About orchestra culture…
Greg – we talk about performance all the time – it’s called rehearsal. While it’s primarily led by the conductor, there are always side discussions within sections and sections taking time during rehearsal breaks or after rehearsal to go over passages. And – individual players can focus on their own performance during their own practice, which is informed by years of intense scrutiny. And and – we always talk about the way the orchestra is playing during breaks and between rehearsal and concerts. I think it’s a big mistake to leave performance quality and artistic decisions as the sole province of the music director, but my experience is that musicians talk more about quality and the orchestra’s shortcomings than any other topic, and we all make artistic decisions every time we put the bow on the string or make the air in our instruments vibrate.
I should first say that I respect these thoughts a lot, not least because I know and respect Henry, and because (as I think we all know) the Cleveland Orchestra plays with tremendous care and polish. It’s also an orchestra that has had an ethic (so to speak) about playing well. They don’t (unlike some orchestras) play their best only with a conductor they like, and only at important concerts. I once heard some of their musicians play a show for kids and their parents, in a school gym. I don’t think they’d have played any better if this had been a full orchestral concert, on tour in Vienna.
But I think — again with respect — that Henry’s comments show what I might call an atomized state of artistic caring. He tells us that the orchestra works on artistic matters, as a community, in these ways:
- They have rehearsals
- At rehearsals, players have private talks or else talks in their sections about how they’re doing, and may take extra time to go over specific passages
- Individual players practice their parts [and when they’re in the Cleveland Orchestra, I’ll add, they’ll practice very carefully]

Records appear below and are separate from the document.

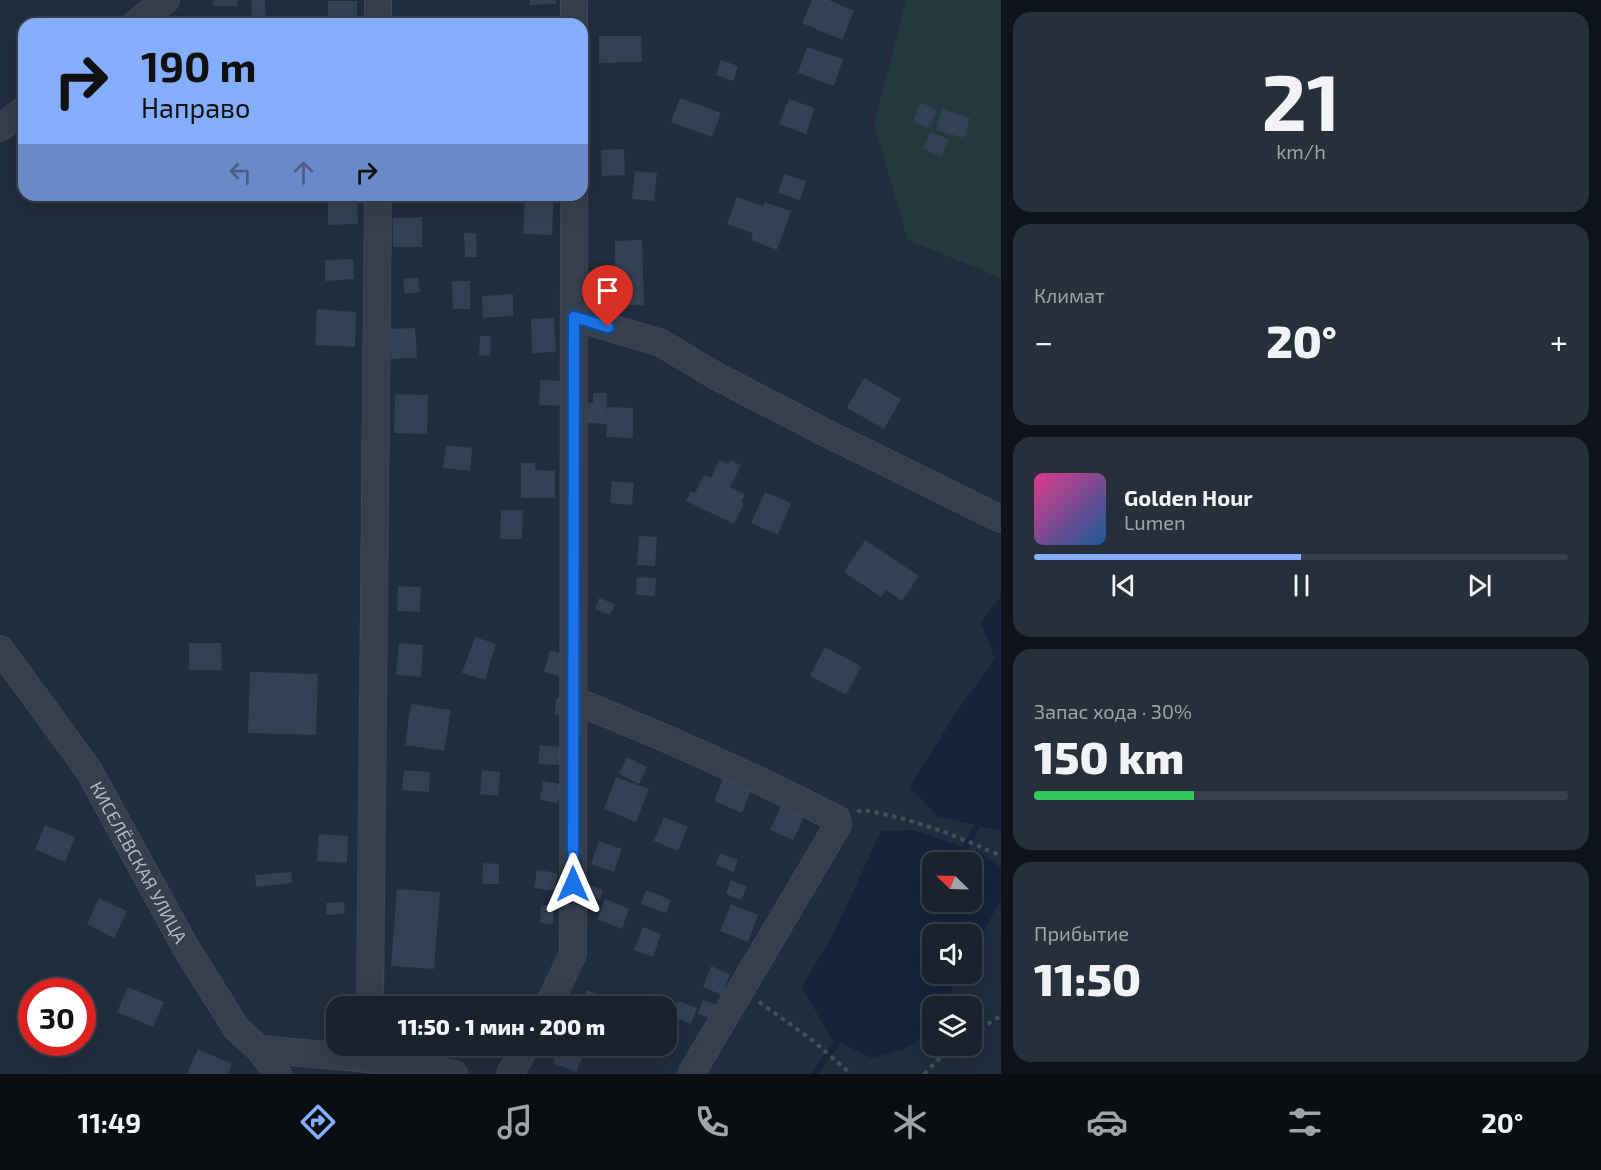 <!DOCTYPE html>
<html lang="ru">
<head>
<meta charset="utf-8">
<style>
	body { margin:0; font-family:"Exo 2",sans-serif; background:#272f3a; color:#f1f3f6; height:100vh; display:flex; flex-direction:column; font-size:22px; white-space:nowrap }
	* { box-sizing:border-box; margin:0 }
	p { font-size:20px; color:#9fa4aa }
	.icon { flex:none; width:33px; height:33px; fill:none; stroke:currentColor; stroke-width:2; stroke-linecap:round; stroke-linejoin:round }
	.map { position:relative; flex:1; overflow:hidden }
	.drawer { display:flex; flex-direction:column; gap:12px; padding:12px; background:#0e1319; width:600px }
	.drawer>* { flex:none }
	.top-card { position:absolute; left:18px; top:18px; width:570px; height:183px; border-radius:18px; box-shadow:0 6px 24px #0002,0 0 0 2px #383f4a; background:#84adfb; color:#111; overflow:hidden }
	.needle { width:39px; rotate:293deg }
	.tools { position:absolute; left:922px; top:852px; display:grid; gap:12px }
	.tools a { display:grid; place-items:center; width:60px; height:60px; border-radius:12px; background:#1a222e; box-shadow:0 6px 24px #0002,0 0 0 2px #383f4a; font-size:30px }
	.speed { position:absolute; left:18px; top:978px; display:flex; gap:12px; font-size:30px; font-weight:700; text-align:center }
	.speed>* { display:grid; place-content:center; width:78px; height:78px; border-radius:50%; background:#1a222e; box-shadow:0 6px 24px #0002,0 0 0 2px #383f4a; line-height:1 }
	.speed .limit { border:9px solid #d22; background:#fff; color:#111 }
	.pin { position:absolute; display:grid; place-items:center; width:51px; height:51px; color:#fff; margin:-62px -26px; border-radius:50% 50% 50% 0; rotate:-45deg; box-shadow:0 0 6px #0007 }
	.pin .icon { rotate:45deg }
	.me { position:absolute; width:66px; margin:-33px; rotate:0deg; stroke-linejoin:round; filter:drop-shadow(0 0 4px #0008) }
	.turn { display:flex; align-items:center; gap:21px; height:126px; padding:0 24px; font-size:27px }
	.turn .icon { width:78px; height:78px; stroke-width:2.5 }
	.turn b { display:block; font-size:42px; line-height:51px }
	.lanes { display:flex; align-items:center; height:57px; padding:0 24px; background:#0003; justify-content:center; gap:30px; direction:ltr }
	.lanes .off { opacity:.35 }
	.big { font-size:45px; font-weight:800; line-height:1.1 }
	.drawer .card { flex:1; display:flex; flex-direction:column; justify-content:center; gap:9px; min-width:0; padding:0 21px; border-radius:18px; background:#272f3a }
	.drawer .dial { align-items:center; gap:0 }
	.dial b { font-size:78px; line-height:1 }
	.song { display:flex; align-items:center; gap:18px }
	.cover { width:72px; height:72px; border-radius:9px; background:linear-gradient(135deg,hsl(330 70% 55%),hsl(210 70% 35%)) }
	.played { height:6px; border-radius:3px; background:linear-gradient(90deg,#84adfb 50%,#383f4a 50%) }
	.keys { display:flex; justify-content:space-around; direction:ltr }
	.heat { display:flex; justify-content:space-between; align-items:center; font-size:33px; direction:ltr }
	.charge { height:9px; border-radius:4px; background:linear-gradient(90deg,#34c759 30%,#383f4a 0) }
	.trip { position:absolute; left:326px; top:996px; width:351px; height:60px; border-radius:18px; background:#1a222e; box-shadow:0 6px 24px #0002,0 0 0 2px #383f4a; font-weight:800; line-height:60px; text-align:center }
	.menu { display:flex; height:96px; justify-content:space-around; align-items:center; background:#0a0e12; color:#9fa4aa }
	.menu .icon { width:42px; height:42px }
	.menu .active { color:#84adfb }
	.menu b { font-size:27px; color:#f1f3f6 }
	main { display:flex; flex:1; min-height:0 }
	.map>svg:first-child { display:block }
	.green { fill:#243a3e }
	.water { fill:#15233b; fill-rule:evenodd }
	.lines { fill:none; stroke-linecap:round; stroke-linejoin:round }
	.stream { stroke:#15233b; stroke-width:6 }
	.building { fill:#344054 }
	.minor-casing { stroke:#3f4856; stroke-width:28 }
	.path { stroke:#3d5356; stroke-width:4; stroke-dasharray:4.5 4.5; stroke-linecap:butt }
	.minor { stroke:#363f4d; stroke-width:26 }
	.route-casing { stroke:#114b97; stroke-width:15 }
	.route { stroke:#1a73e8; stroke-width:10 }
	.labels { text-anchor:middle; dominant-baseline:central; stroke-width:6; stroke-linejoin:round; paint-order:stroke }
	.street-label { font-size:18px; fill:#b2bac9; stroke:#1b2432 }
</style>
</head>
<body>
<main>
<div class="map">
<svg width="1001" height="1074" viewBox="0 0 1001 1074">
	<rect width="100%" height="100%" fill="#222d3d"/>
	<!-- green -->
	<path class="green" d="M906 0H1001V278L908 240 874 125Z"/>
	<!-- water -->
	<path class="water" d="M1001 596V831L937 816 910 787 957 711 995 659 981 622Z
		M913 830 981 853 1001 868V899L972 953V934H933V974H961L942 1006H933C933 1045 902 1050 872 1058L831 1038 802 987 834 933 881 831ZM933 862H972V902H933Z"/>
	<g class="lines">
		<!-- stream -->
		<path class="stream" d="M957 862 982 818
			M814 1074 842 1036"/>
	</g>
	<!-- building -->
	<path class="building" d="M213 0H237L238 6H213Z
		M251 0H265L266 22 252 23Z
		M530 0H556V4L530 5Z
		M812 0H829L854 11 842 40 802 23Z
		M328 1H357V24H328Z
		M599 36H641L642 62 599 63Z
		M807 47 843 59 834 86 798 73Z
		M721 60 738 66 733 81 716 75Z
		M680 98 721 113 712 137 671 122Z
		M789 99 815 108 806 134 779 124Z
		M920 103 937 109 930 128 913 122Z
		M942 109 970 118 964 138 936 130Z
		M930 132 949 139 942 157 923 149Z
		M624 149 625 175 602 176 601 150Z
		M635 171 657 173 654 201 632 199Z
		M784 174 806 181 800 200 778 193Z
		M328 195H357L358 224 328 225Z
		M525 196 554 197 552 235 523 234Z
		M737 197 763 206 764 202 791 211 777 250 751 240 753 233 727 224Z
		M422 217V247H393V218Z
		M464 233H476L477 257H465Z
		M642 240 644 305H614L615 241Z
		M353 259 354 279 325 281V260Z
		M418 278 420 292 405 294 403 279Z
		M452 281H470V309H453Z
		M513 294V316L483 318 482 296Z
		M317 309 356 312 355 347 315 345Z
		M554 318 556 352 532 353 531 319Z
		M415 328 417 358 391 359 390 329Z
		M480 336H491L490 356 479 355Z
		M864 378 901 399 884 429 847 408Z
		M540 380 568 381 567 406 539 405Z
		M593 393H607L606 417 607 407 633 408V438L606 437 607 424 587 423 588 403H593Z
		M395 394 428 395 427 434 394 433Z
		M446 445 472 448 470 471 443 468Z
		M719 460 728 464 730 460 741 465 730 487 745 494 741 502 744 504 734 524 686 501 691 491 695 493 704 475 711 478Z
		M521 463H535V470L555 471V498H521Z
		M612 481 634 483 632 505 610 503Z
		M765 492 791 503 778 535 751 523Z
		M501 510H523L522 539H500Z
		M639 536 657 537 655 566 637 565Z
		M865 540 919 576 902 601 886 590 881 597 844 572Z
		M637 577 656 578 655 596 636 595Z
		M398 586 421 587 420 612 397 611Z
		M599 598 615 604 610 615 595 609Z
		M475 637 496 644 485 680 462 673Z
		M189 643H221L222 670H189Z
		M399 643 423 645 421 677 396 675Z
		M825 647 861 666 846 695 810 676Z
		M550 650 572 656 566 678 544 672Z
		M250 672 318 674 316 735 248 733Z
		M556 698 570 699V716L555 715Z
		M411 704 451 710 444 751 405 745Z
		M540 745 561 747 560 765 538 764Z
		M627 757 647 767 639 784 619 774Z
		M404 770 430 772 429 792 402 790Z
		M482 770 500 772 498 796 480 794Z
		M616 777 649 789 636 822 604 809Z
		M723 779 751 790 742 813 714 801Z
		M543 781 561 784 558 803 540 800Z
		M781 806 804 817 793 840 770 830Z
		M664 817 688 827 678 851 654 841Z
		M45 825 75 837 65 862 35 849Z
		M319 834 348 836 347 863 317 861Z
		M599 841 622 849 614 872 591 864Z
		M720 853 738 860 733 872 716 865Z
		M483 863 499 864V884H482Z
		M537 870 558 873 555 891 534 888Z
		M291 872 292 883 256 887 255 875Z
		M731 880 747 887 741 900 726 894Z
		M588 884 603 890 600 900 584 895Z
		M397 889 440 892 434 969 391 966Z
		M646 890 671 900 666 913 641 904Z
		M99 898 127 911 114 938 87 924Z
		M605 899 629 909 622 929 597 919Z
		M344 902 345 914 326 915V903Z
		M731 904 758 915 748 942 720 931Z
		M541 905H554L553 924 540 923Z
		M643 927 661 934 653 957 634 950Z
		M711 966 730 974 722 995 703 987Z
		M128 987 164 1002 153 1027 117 1012Z
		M587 990 606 998 603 1006H580Z
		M703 1000 722 1007 718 1021 698 1014Z
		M678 1001 697 1008 691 1024 672 1016Z
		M332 1021H336V1037H332Z
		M560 1046H573L585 1050 576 1072 553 1063Z
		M198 1049 232 1064 228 1074H187Z"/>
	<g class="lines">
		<!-- minor casing -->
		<g class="minor-casing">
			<g id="minor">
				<path d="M135 24 166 0"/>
				<path d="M378 24V0"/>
				<path d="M574 24V0"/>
				<path d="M0 128 24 110"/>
				<path d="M574 317 661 343 716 376 826 433 1001 519"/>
				<path id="s1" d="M0 649 88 769 186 948 237 1029 259 1049 278 1074"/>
				<path d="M573 700C663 736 751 775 837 819L838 825 691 1074"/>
				<path d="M370 1006 378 195"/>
				<path d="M548 1006 573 954 574 195"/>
				<path d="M259 1049 369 1059 454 1074"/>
				<path d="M510 1074 526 1046"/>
			</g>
		</g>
		<!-- path -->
		<path class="path" d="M857 812 862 810C912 818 955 835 1001 856
			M759 1002 811 1039 851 1074
			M972 1033 1001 1016
			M924 1074 952 1046"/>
		<!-- minor -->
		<use href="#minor" class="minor"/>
	</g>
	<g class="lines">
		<!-- route casing -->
		<g class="route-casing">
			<path id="route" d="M573 884 574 317 608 327"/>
		</g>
		<!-- route -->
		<use href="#route" class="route"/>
	</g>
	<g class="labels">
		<!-- street labels -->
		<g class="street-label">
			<text stroke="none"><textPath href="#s1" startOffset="255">КИСЕЛЁВСКАЯ УЛИЦА</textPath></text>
		</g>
	</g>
</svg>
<div class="tools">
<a><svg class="needle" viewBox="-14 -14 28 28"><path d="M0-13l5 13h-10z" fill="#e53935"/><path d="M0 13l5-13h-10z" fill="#9fa4aa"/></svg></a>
<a><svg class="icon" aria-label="sound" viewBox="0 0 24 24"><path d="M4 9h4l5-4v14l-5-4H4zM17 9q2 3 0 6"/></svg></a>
<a><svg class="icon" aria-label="layers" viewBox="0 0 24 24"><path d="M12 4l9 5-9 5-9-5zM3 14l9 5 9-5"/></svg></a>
</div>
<div class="speed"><div class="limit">30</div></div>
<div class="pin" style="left:608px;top:327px;background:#d93025"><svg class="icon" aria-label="arrive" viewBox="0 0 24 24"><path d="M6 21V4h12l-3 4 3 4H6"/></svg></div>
<svg class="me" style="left:573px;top:884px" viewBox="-20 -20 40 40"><path d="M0-17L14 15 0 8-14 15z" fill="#1a73e8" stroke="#fff" stroke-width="4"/></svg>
<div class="trip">11:50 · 1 мин · 200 m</div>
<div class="top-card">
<div class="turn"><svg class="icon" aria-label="right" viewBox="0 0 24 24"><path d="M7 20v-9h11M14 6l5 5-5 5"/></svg><div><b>190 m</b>Направо</div></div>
<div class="lanes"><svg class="icon off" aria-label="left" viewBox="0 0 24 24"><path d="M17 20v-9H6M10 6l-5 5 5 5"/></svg><svg class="icon off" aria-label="ahead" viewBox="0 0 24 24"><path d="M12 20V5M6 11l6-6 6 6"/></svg><svg class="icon" aria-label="right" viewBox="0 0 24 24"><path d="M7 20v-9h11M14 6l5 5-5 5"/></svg></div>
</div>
</div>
<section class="drawer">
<div class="card dial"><b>21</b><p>km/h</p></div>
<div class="card"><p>Климат</p>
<div class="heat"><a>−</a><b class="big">20°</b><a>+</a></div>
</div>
<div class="card">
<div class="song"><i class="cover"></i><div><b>Golden Hour</b><p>Lumen</p></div></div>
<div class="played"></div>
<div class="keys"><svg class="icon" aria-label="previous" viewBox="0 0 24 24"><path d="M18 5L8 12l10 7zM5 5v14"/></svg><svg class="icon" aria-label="pause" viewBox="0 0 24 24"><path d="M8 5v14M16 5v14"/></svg><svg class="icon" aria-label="next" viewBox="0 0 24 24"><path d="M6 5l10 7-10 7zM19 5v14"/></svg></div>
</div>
<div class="card"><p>Запас хода · 30%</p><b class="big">150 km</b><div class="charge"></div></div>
<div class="card"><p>Прибытие</p><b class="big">11:50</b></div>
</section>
</main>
<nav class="menu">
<b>11:49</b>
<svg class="icon active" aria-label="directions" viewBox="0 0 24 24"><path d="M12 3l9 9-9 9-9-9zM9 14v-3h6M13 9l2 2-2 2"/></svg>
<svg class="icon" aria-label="music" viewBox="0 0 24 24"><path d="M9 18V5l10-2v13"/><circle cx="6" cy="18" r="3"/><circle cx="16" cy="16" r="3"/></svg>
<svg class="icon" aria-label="phone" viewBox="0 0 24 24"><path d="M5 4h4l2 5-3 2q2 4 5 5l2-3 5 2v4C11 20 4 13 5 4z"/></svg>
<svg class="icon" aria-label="climate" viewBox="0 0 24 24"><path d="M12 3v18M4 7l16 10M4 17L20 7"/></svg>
<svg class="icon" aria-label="car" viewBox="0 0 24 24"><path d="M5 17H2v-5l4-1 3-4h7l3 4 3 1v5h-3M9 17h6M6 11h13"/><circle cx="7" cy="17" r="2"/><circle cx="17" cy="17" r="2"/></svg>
<svg class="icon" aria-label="filters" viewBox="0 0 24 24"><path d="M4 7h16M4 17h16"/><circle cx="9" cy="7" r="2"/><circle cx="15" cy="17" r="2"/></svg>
<b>20°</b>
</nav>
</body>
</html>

- They talk about performance quality during breaks, and between rehearsals and concerts
- They make artistic decisions every time they play even a single note
Henry’s third and last points refer to things the players do alone. And the conversations he talks about in his second and fourth points are private, one on one, or among small groups. What’s missing is any orchestra-wide discussion of performance quality. The closest they might come, to judge from what Henry says, is when sections — led, very likely, by the section leader (the principal player in that section) — discuss problems that may have come up in their playing.
But what happens when there’s a large problem? What happens when, in the opinion of other players in the orchestra, a section isn’t playing well enough? What happens when the players don’t like the music director’s way of making music, or take strong exception to what the music director wants to do in a particular piece? What happens when many people in the orchestra think that, just maybe, the orchestra doesn’t play (let’s say) Baroque music as well as it should? What happens when everyone knows that one of the principals is getting, sadly, older, and doesn’t play as well as he or she used to?
Well, you can say that many of these things are the music director’s problem. And that if the players don’t like the music director, then they’re stuck with him or her, unless they can make some private noise before the music director’s contract is renewed.
But that only underlines how atomized the players are, how much of their artistic work is done in private, or at the command of someone else. And how few ways — if any — there are within most orchestras (and the Cleveland Orchestra, I’ll say again, is better than most) to deal communally with artistic problems.
Orchestras, to summarize, do have artistic discussions, largely in private. But they don’t seem to be organized as self-directing artistic entities. (Except, of course, orchestras like the London Symphony or especially the Berlin Philharmonic, in which the musicians are legally the owners of the orchestra.)
As a result, the players groused, they couldn’t hear some of what the music director said.
A small problem, you might say? Sure. But note that it had been going on for years, and that nothing was ever done about it. Nobody said anything to the music director. Or to the management, to be passed on to the music director. The players were atomized. They could complain about this to each other, or bring it up at a small and private minor meeting during one of the Mellon gatherings. None of their board and staff were present, and certainly not the music director. They weren’t about to bring this up at a meeting everyone was at.
And never, not once, did any of the Mellon gatherings I was at address any problem like this. There was, at one point, a private discussion in which musicians from one participating orchestra told their executive director, in a very heartfelt way, that they didn’t like the music director. Who then was removed, as part of a truly notable revamping of many aspects of the orchestra, in which (among other things) the players agreed to take less money, in exchange for greater artistic and administrative control.
But things like that are rare, to say the least, among American orchestras. And note that, wonderful as the outcome was, the discussion I heard was done in private. Atomized, again, though in this case in a wonderfully healthy way.
How bad can this get? I’ve been reliably told that in one not small American orchestra, there’s a violinist who hasn’t played a note for years, in rehearsals or performances. He/she plays air violin, miming the gestures of playing, but not producing any sound.
And this, I’m told, goes uncorrected, though surely every musician in the orchestra must know about it. You’d think a musician who quite literally didn’t play would be fired. You’d think the other musicians wouldn’t stand for it. And, let’s be fair, in many orchestras, or surely most of them, this situation really wouldn’t be tolerated.
But that it can exist — if my information is correct — in one not small orchestra would seem to demonstrate that artistic matters aren’t (strange as this may seem) dealt with in any systematic way.